Nazis or Spanish Armada, It's the Same Message
15 October 1999
Note the date this was made..1937. What a shot in the arm for a people about to fight for their survival....AGAIN. The lines that effectively say "Loved I you, loved I not England more" spoken by Olivier speak for all the Brits that would soon have to turn their backs on a gentle home life. Today we are not faced with that decision and it seems amazing that a human being would have to lay down his life for his country. As Vivien Leigh pleads with her lover (later to be her husband) to remember 'all the sunsets we could see together", you know that she is speaking to the audience of that time in a visceral manner.

Quaintly anachronistic, and let's pray it stays that way.

To watch Raymond Massey play the king of Spain and James Mason play the English 'spy' Vane is worth the price of the movie itself. Logic rears its ugly head, of course, or illogic: Five Englishmen are identified as traitors by Olivier and what happens? Elisabeth puts them under his command to fight off the Spanish Armada. Didn't she ever hear of fragging?

As the English ships are set ablaze and sailed into the Armada, it makes me long for a history book to find out what actually happened. I thought the weather broke the Spanish Armada up before it reached English shores off the coast of Ireland....accounting for the 'black Irish', descendants from those sailors who made it ashore.

Nonetheless, to watch the Lord and Lady of the English stage appear together while their love was young (and both were married to others) is fascinating.

You think you're watching Elisabeth Taylor half the time, with those big expressive eyes. Olivier also sings and plays a lute. His singing voice isn't bad atall, and is he handsome!!!!

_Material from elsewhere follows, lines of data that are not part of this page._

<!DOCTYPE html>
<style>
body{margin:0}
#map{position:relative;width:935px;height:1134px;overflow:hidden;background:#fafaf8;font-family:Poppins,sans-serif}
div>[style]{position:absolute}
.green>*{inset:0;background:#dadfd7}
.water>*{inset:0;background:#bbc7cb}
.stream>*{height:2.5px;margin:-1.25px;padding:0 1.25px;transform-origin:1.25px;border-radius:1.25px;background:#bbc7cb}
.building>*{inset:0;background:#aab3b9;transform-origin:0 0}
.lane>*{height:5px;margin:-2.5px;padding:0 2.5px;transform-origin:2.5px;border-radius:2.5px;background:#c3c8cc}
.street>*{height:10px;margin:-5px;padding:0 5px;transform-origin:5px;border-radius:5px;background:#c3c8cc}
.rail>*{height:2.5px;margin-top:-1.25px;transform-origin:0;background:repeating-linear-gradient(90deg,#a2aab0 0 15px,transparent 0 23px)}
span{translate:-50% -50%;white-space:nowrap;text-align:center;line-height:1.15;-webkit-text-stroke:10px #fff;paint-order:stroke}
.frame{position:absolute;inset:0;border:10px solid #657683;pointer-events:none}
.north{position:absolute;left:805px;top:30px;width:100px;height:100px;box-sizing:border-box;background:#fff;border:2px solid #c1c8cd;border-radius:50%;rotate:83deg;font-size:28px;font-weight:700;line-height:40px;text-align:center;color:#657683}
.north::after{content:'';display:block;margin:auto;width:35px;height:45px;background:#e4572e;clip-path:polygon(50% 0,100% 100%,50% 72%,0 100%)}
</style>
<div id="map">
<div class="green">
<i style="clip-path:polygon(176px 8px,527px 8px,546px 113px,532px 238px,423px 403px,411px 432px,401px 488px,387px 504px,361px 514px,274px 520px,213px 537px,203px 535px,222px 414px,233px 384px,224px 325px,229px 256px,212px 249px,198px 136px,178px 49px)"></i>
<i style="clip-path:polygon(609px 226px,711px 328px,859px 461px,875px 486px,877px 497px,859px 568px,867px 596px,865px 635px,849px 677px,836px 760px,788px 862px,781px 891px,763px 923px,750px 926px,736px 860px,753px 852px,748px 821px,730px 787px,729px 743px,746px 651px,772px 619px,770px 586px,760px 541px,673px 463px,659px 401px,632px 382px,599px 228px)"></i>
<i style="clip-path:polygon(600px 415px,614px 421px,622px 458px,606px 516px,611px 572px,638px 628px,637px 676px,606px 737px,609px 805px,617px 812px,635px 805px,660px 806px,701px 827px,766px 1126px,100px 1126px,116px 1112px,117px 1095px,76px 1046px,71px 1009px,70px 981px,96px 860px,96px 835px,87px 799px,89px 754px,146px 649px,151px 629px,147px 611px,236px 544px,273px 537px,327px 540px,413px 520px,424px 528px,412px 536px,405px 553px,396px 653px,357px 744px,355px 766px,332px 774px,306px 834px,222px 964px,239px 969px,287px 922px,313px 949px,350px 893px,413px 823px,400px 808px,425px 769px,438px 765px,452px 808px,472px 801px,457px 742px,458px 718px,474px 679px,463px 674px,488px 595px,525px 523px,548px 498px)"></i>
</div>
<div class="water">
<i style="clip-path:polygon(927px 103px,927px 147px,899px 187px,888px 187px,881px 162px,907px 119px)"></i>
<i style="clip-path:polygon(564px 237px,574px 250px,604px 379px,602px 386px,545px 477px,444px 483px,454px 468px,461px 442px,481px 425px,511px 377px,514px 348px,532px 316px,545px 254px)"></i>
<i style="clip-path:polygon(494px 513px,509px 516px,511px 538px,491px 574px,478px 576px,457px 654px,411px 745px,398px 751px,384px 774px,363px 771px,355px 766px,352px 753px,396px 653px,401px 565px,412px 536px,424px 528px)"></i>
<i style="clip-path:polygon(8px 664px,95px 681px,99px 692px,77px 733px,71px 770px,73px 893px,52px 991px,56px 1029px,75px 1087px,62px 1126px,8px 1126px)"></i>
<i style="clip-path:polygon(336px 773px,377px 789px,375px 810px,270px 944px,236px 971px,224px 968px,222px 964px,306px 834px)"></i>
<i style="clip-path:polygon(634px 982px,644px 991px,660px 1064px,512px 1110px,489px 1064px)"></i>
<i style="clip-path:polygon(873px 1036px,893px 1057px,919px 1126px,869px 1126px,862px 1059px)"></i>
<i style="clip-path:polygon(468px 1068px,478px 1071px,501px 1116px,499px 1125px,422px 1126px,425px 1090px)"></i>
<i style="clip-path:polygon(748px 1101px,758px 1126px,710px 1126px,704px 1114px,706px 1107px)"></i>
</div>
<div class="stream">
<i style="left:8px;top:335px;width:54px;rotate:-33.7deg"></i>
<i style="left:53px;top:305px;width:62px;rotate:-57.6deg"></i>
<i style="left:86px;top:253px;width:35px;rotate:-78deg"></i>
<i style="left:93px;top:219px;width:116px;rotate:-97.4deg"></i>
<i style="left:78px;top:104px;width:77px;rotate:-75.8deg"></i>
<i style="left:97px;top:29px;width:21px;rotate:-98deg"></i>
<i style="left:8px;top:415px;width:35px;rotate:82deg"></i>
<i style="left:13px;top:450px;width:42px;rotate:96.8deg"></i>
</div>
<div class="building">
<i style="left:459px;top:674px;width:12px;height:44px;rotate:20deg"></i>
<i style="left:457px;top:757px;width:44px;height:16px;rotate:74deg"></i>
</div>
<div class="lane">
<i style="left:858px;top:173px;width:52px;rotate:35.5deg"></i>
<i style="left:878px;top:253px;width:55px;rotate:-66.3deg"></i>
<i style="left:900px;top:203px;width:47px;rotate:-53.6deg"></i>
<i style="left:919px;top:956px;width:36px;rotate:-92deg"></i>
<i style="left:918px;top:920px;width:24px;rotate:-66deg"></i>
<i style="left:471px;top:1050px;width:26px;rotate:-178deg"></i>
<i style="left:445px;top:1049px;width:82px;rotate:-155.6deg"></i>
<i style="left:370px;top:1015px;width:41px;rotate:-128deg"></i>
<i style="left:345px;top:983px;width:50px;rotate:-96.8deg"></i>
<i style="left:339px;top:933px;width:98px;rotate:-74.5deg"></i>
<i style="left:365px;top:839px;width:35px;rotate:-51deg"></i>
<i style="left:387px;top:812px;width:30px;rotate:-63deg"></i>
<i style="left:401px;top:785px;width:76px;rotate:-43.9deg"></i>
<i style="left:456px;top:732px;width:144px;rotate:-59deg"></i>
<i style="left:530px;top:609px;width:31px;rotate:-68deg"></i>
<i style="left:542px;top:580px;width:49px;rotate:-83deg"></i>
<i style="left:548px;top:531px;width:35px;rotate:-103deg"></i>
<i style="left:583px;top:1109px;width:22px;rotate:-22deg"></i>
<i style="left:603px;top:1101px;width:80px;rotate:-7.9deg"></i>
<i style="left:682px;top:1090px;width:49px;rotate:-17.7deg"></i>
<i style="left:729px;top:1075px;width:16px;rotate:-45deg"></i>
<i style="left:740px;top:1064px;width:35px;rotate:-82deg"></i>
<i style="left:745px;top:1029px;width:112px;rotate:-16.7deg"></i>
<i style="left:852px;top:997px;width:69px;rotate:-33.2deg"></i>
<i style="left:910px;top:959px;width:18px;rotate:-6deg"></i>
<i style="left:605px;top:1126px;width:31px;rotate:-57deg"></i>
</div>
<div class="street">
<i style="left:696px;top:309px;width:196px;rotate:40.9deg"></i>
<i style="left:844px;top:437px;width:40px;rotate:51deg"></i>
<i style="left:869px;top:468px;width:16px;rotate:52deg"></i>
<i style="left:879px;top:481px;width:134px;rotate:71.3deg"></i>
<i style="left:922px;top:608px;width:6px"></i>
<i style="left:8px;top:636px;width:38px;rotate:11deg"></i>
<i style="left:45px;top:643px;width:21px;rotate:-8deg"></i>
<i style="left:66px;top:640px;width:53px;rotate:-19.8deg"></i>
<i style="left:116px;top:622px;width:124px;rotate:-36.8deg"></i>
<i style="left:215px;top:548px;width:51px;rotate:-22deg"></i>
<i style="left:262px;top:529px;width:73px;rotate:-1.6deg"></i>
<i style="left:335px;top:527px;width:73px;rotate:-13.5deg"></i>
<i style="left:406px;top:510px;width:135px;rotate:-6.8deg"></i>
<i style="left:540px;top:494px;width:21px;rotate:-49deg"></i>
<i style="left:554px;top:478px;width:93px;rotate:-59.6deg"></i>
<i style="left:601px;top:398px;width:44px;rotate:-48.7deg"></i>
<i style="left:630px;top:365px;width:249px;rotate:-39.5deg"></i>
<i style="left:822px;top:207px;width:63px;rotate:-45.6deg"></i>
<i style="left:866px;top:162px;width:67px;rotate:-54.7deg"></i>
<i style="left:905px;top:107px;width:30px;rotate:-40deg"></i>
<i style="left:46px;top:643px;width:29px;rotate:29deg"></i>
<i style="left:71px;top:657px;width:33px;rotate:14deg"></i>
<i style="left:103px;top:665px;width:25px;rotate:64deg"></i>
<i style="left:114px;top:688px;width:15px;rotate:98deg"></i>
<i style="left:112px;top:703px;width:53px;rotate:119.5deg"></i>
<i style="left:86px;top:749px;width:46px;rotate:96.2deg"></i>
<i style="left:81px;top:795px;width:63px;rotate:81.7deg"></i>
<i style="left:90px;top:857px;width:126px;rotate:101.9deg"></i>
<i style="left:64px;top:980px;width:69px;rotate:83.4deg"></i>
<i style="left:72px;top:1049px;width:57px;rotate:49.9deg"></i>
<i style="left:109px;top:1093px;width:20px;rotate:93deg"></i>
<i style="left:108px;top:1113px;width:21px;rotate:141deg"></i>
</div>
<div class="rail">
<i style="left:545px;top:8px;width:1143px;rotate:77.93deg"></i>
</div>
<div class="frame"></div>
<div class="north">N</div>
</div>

When he plays his acrobatic ship and sword fighting tricks, you'll think of Errol Flynn and long for the movie to be colorized. How easy it would be with today's technology to color these wonderful old movies in gorgeous realistic color. And the mood would be enhanced, not destroyed as it might were it a film noir.

When Queen Elisabeth (the first one) says, "I'm only a woman", you'll burst out laughing.....she who made England was 'only a woman'. See it.

So 'Fire over England' was a propaganda film. Fine. I loved it.